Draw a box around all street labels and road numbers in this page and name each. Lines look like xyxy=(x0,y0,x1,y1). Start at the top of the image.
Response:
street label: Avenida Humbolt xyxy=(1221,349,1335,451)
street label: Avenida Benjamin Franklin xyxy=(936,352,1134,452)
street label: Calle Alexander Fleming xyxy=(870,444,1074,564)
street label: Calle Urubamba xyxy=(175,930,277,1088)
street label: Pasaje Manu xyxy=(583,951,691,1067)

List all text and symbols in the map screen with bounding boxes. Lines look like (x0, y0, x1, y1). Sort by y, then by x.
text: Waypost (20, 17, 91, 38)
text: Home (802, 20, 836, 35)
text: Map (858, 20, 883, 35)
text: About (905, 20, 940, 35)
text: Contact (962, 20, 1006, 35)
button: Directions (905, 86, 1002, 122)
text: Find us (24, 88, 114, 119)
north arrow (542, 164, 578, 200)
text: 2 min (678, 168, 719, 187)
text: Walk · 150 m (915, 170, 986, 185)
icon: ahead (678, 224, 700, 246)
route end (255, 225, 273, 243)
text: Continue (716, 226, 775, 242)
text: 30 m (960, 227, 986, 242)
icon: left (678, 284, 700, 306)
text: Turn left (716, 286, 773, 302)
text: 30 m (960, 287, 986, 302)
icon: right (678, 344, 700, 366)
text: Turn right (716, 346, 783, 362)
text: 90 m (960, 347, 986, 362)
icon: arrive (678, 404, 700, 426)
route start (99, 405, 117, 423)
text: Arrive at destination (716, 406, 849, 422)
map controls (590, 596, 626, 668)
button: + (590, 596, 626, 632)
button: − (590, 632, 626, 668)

◆ ◆ ◆ ◆ ◆ ◆ ◆

Exact transcription of the listing is needed, with no line left out.

Draw a box around all street labels and road numbers in this page and name each. Lines look like xyxy=(x0,y0,x1,y1). Start at the top of the image.
Response:
street label: Avenida Humbolt xyxy=(1221,349,1335,451)
street label: Avenida Benjamin Franklin xyxy=(936,352,1134,452)
street label: Calle Alexander Fleming xyxy=(870,444,1074,564)
street label: Calle Urubamba xyxy=(175,930,277,1088)
street label: Pasaje Manu xyxy=(583,951,691,1067)

List all text and symbols in the map screen with bounding boxes. Lines look like (x0, y0, x1, y1). Sort by y, then by x.
text: Waypost (20, 17, 91, 38)
text: Home (802, 20, 836, 35)
text: Map (858, 20, 883, 35)
text: About (905, 20, 940, 35)
text: Contact (962, 20, 1006, 35)
button: Directions (905, 86, 1002, 122)
text: Find us (24, 88, 114, 119)
north arrow (542, 164, 578, 200)
text: 2 min (678, 168, 719, 187)
text: Walk · 150 m (915, 170, 986, 185)
icon: ahead (678, 224, 700, 246)
route end (255, 225, 273, 243)
text: Continue (716, 226, 775, 242)
text: 30 m (960, 227, 986, 242)
icon: left (678, 284, 700, 306)
text: Turn left (716, 286, 773, 302)
text: 30 m (960, 287, 986, 302)
icon: right (678, 344, 700, 366)
text: Turn right (716, 346, 783, 362)
text: 90 m (960, 347, 986, 362)
icon: arrive (678, 404, 700, 426)
route start (99, 405, 117, 423)
text: Arrive at destination (716, 406, 849, 422)
map controls (590, 596, 626, 668)
button: + (590, 596, 626, 632)
button: − (590, 632, 626, 668)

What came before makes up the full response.